You Ride Like A Girl!

"You throw like a girl!"

Hearing that'll ruin any boy's day.  I heard it again, today, except that it wasn't directed at me.  Then again, I wasn't throwing anything.

If I were to throw anything, would I throw like a girl?

I just got another catalogue from Terry Bicycles.  Some of their products are printed or emblazoned with the logo "Ride Like A Girl!"

That got me to wondering whether one rider in the Tour de France peloton ever told another, "Vous pedale comme une fille!"  What, exactly, would "pedalling like a girl"  look like?

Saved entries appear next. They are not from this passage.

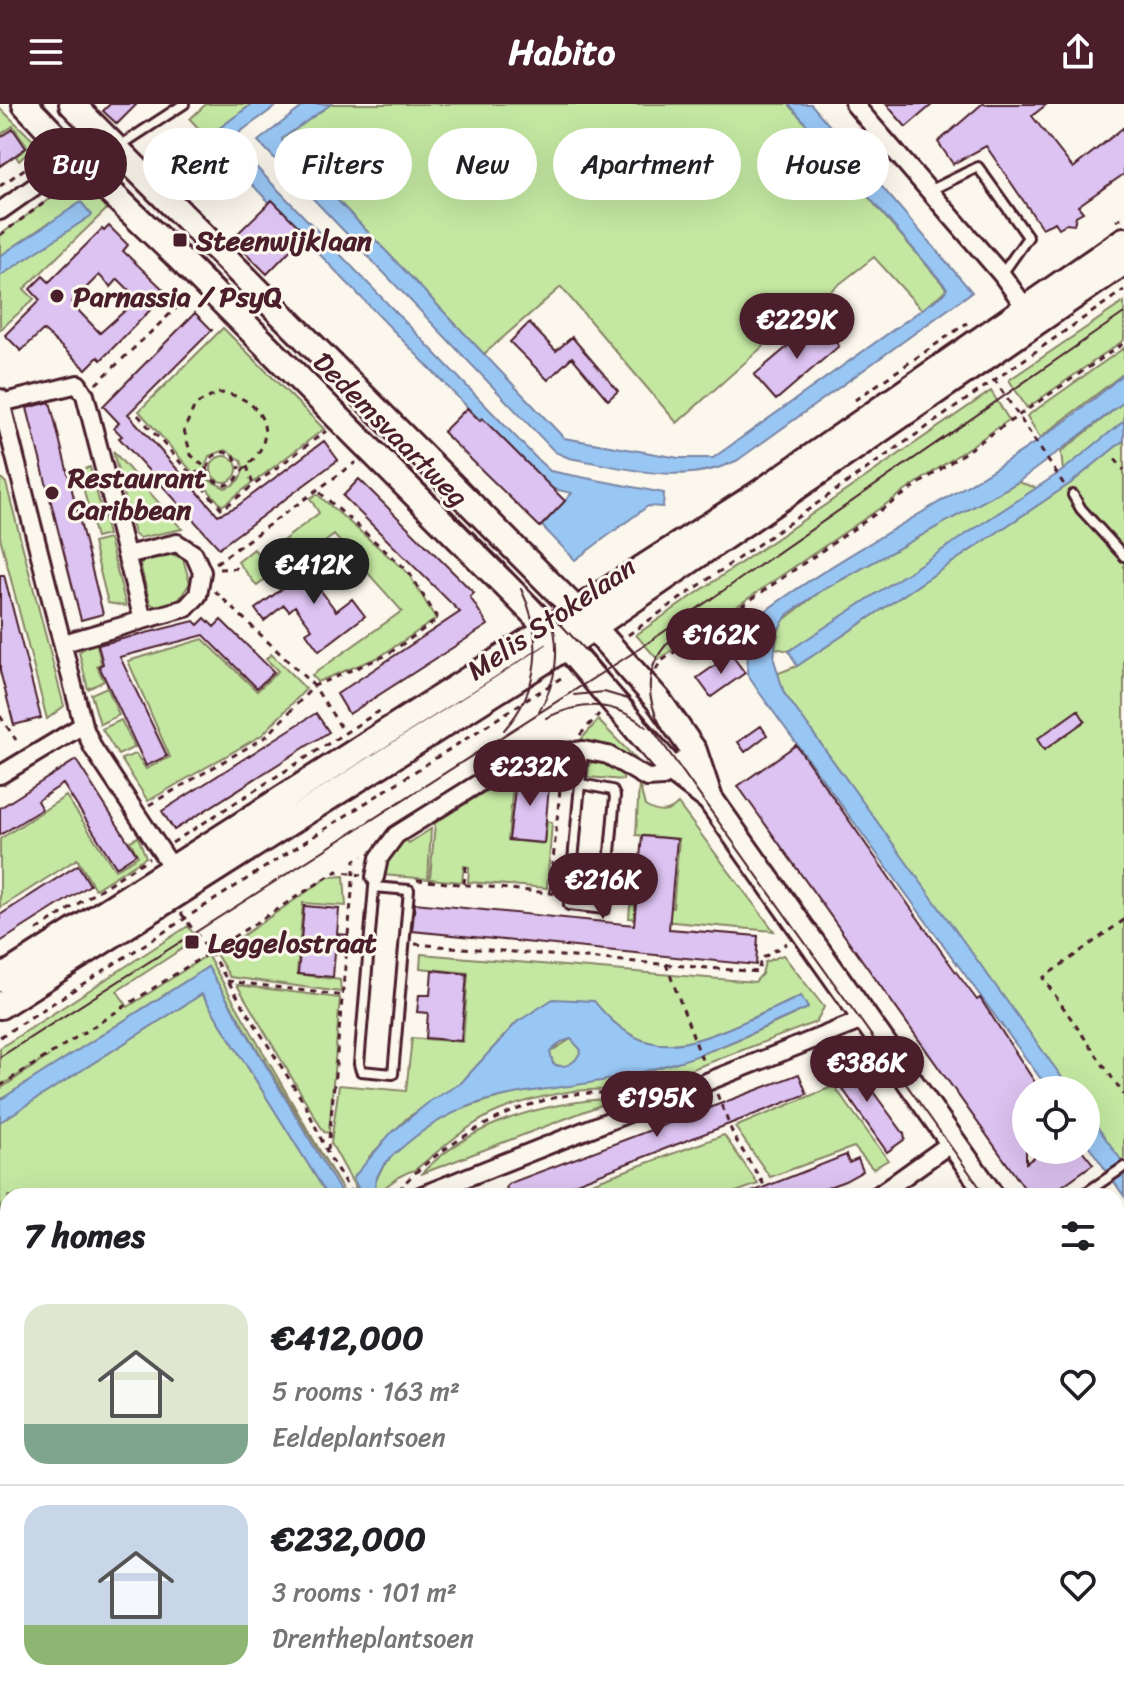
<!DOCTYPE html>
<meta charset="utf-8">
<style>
:root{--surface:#fff;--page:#f6f6f6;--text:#202124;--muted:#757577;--line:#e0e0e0;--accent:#4a1f2b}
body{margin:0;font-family:Sriracha,sans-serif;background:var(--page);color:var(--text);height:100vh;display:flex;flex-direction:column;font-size:30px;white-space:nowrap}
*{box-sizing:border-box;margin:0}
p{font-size:26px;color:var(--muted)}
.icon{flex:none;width:44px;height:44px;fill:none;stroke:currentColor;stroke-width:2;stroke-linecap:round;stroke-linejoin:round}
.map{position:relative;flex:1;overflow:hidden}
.panel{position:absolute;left:0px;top:1084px;width:1124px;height:514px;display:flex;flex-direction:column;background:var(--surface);border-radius:24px 24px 0 0;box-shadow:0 8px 32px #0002}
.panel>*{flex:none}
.banner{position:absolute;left:24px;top:24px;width:1076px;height:72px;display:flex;gap:16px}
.fabs{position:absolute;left:1012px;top:972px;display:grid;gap:16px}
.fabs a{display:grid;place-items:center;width:88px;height:88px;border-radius:50%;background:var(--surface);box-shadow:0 8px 32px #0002;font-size:40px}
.price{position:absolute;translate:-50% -68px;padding:0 18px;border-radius:28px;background:var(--accent);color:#fff;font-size:26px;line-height:52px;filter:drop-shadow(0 2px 4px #0008)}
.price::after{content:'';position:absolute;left:50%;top:48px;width:24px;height:18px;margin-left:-12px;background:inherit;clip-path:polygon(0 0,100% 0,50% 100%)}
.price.on{background:#222;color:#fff}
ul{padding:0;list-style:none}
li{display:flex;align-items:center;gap:24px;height:200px;padding:0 24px}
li+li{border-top:2px solid var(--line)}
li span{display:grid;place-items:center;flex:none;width:224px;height:160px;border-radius:24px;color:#555}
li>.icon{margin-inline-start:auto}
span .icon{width:96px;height:96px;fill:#fffc;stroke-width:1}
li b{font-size:34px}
h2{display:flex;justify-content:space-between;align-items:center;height:96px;padding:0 24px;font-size:34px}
.pill{padding:0 28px;border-radius:36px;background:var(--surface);box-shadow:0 8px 32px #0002;font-size:28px;line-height:72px}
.pill.on{background:var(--accent);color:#fff}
header{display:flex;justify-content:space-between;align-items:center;height:104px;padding:0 24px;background:var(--accent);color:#fff;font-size:36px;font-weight:700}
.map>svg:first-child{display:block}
</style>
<header><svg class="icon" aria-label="menu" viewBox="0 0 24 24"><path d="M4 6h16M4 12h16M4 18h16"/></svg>Habito<svg class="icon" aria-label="share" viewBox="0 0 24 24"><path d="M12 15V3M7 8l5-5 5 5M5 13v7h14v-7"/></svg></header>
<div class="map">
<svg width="1124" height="1597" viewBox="0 0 1124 1597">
<rect width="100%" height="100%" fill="#fbf7ec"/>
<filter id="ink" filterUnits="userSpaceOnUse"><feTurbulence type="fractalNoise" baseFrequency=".0125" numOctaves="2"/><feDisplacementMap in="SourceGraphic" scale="16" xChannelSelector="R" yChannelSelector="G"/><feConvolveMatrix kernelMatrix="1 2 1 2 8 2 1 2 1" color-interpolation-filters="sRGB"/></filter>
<g filter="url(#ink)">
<path fill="#f2e7ee" d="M0,1208L8,1220V1318L0,1323Z
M8,1353V1502L0,1506V1358Z"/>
<path fill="#c4e8a2" stroke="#878466" stroke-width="2" fill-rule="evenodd" d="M206,0H252L209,32L210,37L190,15Z
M331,0H789L947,185L922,206L874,153L787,221L677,319L561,183L484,250L283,39L281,35Z
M0,4L37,40L19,57L16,52L28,43L13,22L0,31Z
M78,74L108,104L24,185L34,195L0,226V172L92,110L50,118L0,152V131Z
M1124,198V236L1027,304L1009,276Z
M223,224L324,325L222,402L139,307ZM226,346L241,356C246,369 240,380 225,384L209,376L205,364L209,352Z
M1124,244V269L1040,334L1027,312Z
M991,287L1009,316L658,556L636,531Z
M1124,298V317L1063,367L1061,348Z
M1124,336V1061L1086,1008V986H1070L784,589L776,570L797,562L1071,379Z
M113,347L182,425L139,434L134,430Z
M211 365a13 13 0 1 1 26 0a13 13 0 1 1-26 0Z
M90,363L108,431L96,434L79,367Z
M0,373L6,379L64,602L47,615L0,433Z
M1018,378L1037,384L789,547L775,544L781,518L821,487Z
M317,390L408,469L436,515L379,553L317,578L312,571L402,507L334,431L290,465L276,442L319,409L310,394Z
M109,435L126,502L108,499L93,439Z
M254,445L273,469L257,482L238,458Z
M168,448L183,455L190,479L178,497L156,503L150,499L140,460L147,454H163L162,449Z
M203,535L257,587L278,567L266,555L271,550L306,585L262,631L148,697L121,655L136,650L146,665L170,653L128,557Z
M96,537L101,559L97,562L104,577L88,585L79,548Z
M107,583L119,611L100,620L91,590Z
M121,616L135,643L118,651L102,625Z
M598,616L637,656L635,659L578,639Z
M560,651L557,678L551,677V670L514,668L508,736L545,740L547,717L552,718L547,784L468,778L469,763L464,762L462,778L430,775L435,719L505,675L503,670L526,659Z
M600,655L624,666L623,676L588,673L589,660Z
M639,679L645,702C657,709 667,711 678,700L774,827L629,814L630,801L673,804L679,735L636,731Z
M66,692L115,766L138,752L130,737L138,733L146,753L95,785L77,755L0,804V735Z
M431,725L428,775L383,771L387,755L404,733L409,739Z
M344,772L346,802L303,799L297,870L340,876L341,888L230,873L216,850L328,773Z
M188,822L197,835L117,887L128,903L207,851L346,1092L208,863L0,996V985L49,952L0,982V944Z
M421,850L755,878L762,870L765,858L783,851L824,903L816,918L627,990C590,979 536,992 501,1006C470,1018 440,1046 415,1066C392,1071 385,1092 360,1092L331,1039L339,981L406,987L412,934L463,938L468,869L420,864ZM801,892L808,904C767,922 726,943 683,956C593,984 417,979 375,1078L369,1053L407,1014L461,979L517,918L594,897C637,951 672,948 732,923C755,913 778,903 801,892Z
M237,881L340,894L329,1029L324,1028Z
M202,890L328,1092H8V1149L0,1136V1018Z
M571,935L578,939L581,946C577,958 566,966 553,960L550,948Z
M834,982L888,1056L873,1065L854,1043L770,1073L735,1023Z
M603,995L614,996L421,1070C469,1020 535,1001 603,995Z
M724,1031L758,1080L725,1092H556Z
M309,1590H454L459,1597H313Z"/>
<path fill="#99c7f4" stroke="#7984a4" stroke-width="2" fill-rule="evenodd" d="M252,0H279L240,28L234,40L538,356L550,367L664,389L663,403L648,402L575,456L542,422L572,389L549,384L534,372L210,37L209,32Z
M306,0H331L282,35L283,39L564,334L679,354H713L945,189L947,184L789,0H811L972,188L738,356C683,383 627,364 569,354L555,348L258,37Z
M81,98L92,111L0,172V152Z
M1124,269V298L1018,378L821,487L788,510L776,529L774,556L784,589L1071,986H1049L759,588L747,570L749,519C868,428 1013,371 1124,269Z
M1124,317V336L1071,379L797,562L789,547L1062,367Z
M208,863L343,1092H328L202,890L0,1018V996Z
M801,892L808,904C767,921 726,943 684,956C660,963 636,971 612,975C531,991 474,983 406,1040C392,1052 376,1064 375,1084L361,1090L353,1074L390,1030L430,997L461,979L517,918L553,895L594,897C637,951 672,948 732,923C755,913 779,903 801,892ZM571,935L581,946C577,958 566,966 553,960L550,948L561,938Z
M1086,1007L1124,1060V1092L1086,1038Z"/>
<path fill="#ddc3f1" stroke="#4a1f2b" stroke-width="2" fill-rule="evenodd" d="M110,0H137L117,20L103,7Z
M886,0H933L906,23Z
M982,0H1047L1032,12L1073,64L1124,23V70L1078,102L1083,108L1076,112L1074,121L1066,120L1059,124L1055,118L1042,124L986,42L953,60L938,38Z
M13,25L26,44L0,62V34Z
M272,96L306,130L267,170L232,135Z
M109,122L128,141L123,147L167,189L101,256L98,253L86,265L43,226L21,247L5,231L40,196L30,185L43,172L49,178L102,125L104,127ZM99,171L111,183L118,175L138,195L100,229L71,199Z
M195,209L212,226L128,310L218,411L236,403L324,337L338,356L219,444L119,334L122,332L114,324L119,319L103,302Z
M818,217L839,242L776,296L754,271Z
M529,219L556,247L572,233L618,287L608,296L572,253L548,276L510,238Z
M50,298L103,510L81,516L27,304Z
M467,304L480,317L482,314L565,397L540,423L443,328Z
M359,375L474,489L470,493L488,521L349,610L337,590L460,508L343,392Z
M322,455L335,472L319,484L336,507L352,495L365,512L319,547L306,529L312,525L295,502L289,507L284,501L264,517L255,505Z
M0,471H4L41,614L14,621L0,567Z
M205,514L214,523L221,516L274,568L257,584L204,531L120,553L167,652L146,662L99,562L103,560L98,541L194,517L198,521Z
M731,550L745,569L711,593L697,574Z
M1078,606L1085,617L1044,646L1037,635Z
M316,609L329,628L174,726L162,707Z
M761,622L767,631L745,648L738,638Z
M796,641L953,864L977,896L980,894L1040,986H1026V1059L1045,1046H1082L1093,1060L1048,1092H1030L738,682Z
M76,656L136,750L116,763L63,680L37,697L42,705L0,731V704Z
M517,668L550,671L544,739L509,736Z
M642,732L677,735L669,825L758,832L756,861L412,827L415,799L634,821Z
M78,761L90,781L0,838V811Z
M304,802L339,805L337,830L348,831L346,849L335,848L333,873L298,870Z
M432,866L467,870L461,937L426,934L428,909L417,908L419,891H430Z
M846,951L904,1030L905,1035L887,1048L828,964Z
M799,970L807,990L543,1092H510L506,1083L510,1079Z
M846,1051L849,1059L858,1055L863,1067L845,1077L804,1092H742Z"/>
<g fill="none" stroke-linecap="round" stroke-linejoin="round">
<g stroke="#4a1f2b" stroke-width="14">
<path id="lane" d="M118,43L184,0
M929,87L978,63L1028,133L1002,170
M1073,391L1081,405L1124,452
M581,680L612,686L615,692L605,805L569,801L583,647
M374,783L409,786L393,970L361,967L359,960L374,783L375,774
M1081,1092L1124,1063
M1116,1465L1124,1460
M0,1583L9,1597"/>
</g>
<g stroke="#4a1f2b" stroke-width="22">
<path id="street" d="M854,0L1002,171L1030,210
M0,107L75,54
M0,294L83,621L93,644L177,771
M1,299L78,280L85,291L143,516L64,539
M126,451L177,439L194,450L202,468L198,491L186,504L143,516
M0,671L83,621
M375,773L379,754L396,731L519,654L583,646L608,651L647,674L663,673L694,647
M420,1092L865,915
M877,1092L955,1036
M0,1340L8,1335
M1116,1397L1124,1392
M0,1524L8,1519
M45,1590L49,1597
M638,1590L642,1597
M712,1590L716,1597
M1114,1590L1118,1597
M208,1597L219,1590
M781,1597L793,1590
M1094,1597L1105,1590"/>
</g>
<g stroke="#4a1f2b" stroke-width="30">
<path id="secondary" d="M25,0L89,68L174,149L566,542L672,666L710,695
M72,0L593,523L658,596L694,647L710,695L991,1092
M0,875L755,392L1124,136
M0,902L547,555L1124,158
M1116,1269L1124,1280"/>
</g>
<path stroke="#4a1f2b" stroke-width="3" stroke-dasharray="6 6" stroke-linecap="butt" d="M0,82L46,50
M1116,117L1124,112
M0,131L74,77
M994,275L1065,382
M96,280L189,192
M218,289C249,289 277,316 259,348C252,359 243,363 236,376L226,381L212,376L207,365L191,351L184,326L195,301Z
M855,296L967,219
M138,311L222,405L326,327
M1115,355L1124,366
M247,362L253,381
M207,365L213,352L224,348L234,352L240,365
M193,370L207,365
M216,459L356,358
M219,465L242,464
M215,487L314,582L344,628
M628,531L1124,186
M656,566L660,558L1124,239
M0,612L16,636
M580,631L599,610
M149,701L267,632L314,582L387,551L438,515L408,467L317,386
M172,739L381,606
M417,776L560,790
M464,780L466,762
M550,788L562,665
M181,809L211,850L306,1002L328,1050L353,1092
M1124,816L1043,874L1124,991
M37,826L149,754
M415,840L758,868L761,855L787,839
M666,860L704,961
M227,877L345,892
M0,933L564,572
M0,982L337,767L361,771
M717,990L734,1033L771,1092
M328,1046L355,756L363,752
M406,1086L402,1082C448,1032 557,971 626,994
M1116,1234L1124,1245
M289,1590L293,1597
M491,1590L495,1597
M938,1597L950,1590"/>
<use href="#lane" stroke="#fbf7ec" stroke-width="8"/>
<use href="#street" stroke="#fbf7ec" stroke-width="16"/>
<use href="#secondary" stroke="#fbf7ec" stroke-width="24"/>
<path stroke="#4a1f2b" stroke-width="2" d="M42,0L500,455L633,598L986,1092
M574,591L604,588L628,595
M539,607C557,578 561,544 550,511
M546,614C583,597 614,596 646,623
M662,624C642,588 646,556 678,529
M504,626C540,587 544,531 521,485
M0,953L636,547L1124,209
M1116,1274L1124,1286"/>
</g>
</g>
<g fill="#4a1f2b" stroke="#fbf7ec" stroke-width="3">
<rect x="172" y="128" width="16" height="16" rx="4"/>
<circle cx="57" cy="192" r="8"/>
<circle cx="52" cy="389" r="8"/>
<rect x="184" y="830" width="16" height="16" rx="4"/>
</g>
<g text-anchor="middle" stroke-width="6" stroke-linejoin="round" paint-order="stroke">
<g font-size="28" font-weight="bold" fill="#4a1f2b" stroke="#fbf7ec" text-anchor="start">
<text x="196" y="146">Steenwijklaan</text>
<text x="73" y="202">Parnassia / PsyQ</text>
<text x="68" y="383">Restaurant<tspan x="68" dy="32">Caribbean</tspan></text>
<text x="208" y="848">Leggelostraat</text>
</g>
<g font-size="28" fill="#4a1f2b" stroke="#fbf7ec">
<text transform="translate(391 325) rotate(45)" y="10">Dedemsvaartweg</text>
<text transform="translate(551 514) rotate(-34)" y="10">Melis Stokelaan</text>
</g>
</g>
</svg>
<div class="fabs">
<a><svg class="icon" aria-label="locate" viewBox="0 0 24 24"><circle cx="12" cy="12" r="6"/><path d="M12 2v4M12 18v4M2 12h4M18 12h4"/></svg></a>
</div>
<b class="price" style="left:797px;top:257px">€229K</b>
<b class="price on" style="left:314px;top:502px">€412K</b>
<b class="price" style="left:721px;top:572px">€162K</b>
<b class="price" style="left:530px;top:704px">€232K</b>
<b class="price" style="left:603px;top:817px">€216K</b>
<b class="price" style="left:867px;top:1000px">€386K</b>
<b class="price" style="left:657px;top:1035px">€195K</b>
<div class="banner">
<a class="pill on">Buy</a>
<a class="pill">Rent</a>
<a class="pill">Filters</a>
<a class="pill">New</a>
<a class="pill">Apartment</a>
<a class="pill">House</a>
</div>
<section class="panel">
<h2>7 homes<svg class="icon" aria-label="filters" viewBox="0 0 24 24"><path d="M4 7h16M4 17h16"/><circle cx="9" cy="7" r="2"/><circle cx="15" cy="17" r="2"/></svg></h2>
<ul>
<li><span style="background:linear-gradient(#dfe7d0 75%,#7fa58c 0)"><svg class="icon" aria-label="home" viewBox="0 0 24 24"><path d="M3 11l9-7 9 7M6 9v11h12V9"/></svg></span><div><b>€412,000</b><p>5 rooms · 163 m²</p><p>Eeldeplantsoen</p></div><svg class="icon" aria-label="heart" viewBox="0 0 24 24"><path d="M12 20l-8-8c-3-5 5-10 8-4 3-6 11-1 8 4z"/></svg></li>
<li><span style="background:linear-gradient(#c9d6e8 75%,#8fb573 0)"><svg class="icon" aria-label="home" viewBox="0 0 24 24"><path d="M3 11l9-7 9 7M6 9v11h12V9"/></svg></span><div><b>€232,000</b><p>3 rooms · 101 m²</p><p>Drentheplantsoen</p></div><svg class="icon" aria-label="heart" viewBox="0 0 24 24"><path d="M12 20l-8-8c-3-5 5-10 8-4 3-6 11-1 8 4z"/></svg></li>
</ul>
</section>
</div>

I remember the time a couple of years ago when I passed a couple of guys on Greenpoint Avenue, just after crossing the bridge from Long Island City.  They caught up to me when I stopped for the light at the intersection with Manhattan Avenue.  One of them yelled, "You ride real good for a lady!"


Then, there was the time--not too long ago--when I was riding down Van Sinderen Avenue in East New York.  A bunch of young guys and a couple of slightly-older men looked like they were having a campfire, sans the campfire, on their bikes.  A couple of the younger guys yelled, "Hey, babe."  Another added, "Wanna ride with us?"  As I passed, I heard one guy say, "That's no chick.  She rides too fast!"


So...Fast women aren't supposed to ride bikes?  Hmm...Well, I'm not a fast woman.  First of all, I just ate.  And I am--and always have been-- monogamous, if serially.  


Now let me get this right:  I might ride like a girl because I ride real good for a lady, but I'm too fast of a woman to ride like a chick.  Now, if I can formulate a relevant syllogism from all that, I might get tenure someplace--unless, of course, some student actually understands anything I said.


Besides...How can you be offended to hear "You play like a girl" after you've seen Mia Hamm?  And why would "You ride like a girl" stick in your craw if you've seen Rebecca Twigg or Paola Pezzo on their mounts?


The irony is that all of the time I spent riding with guys so I could ride like them, only better, actually helped me to my current path.  So where will riding like a woman take me?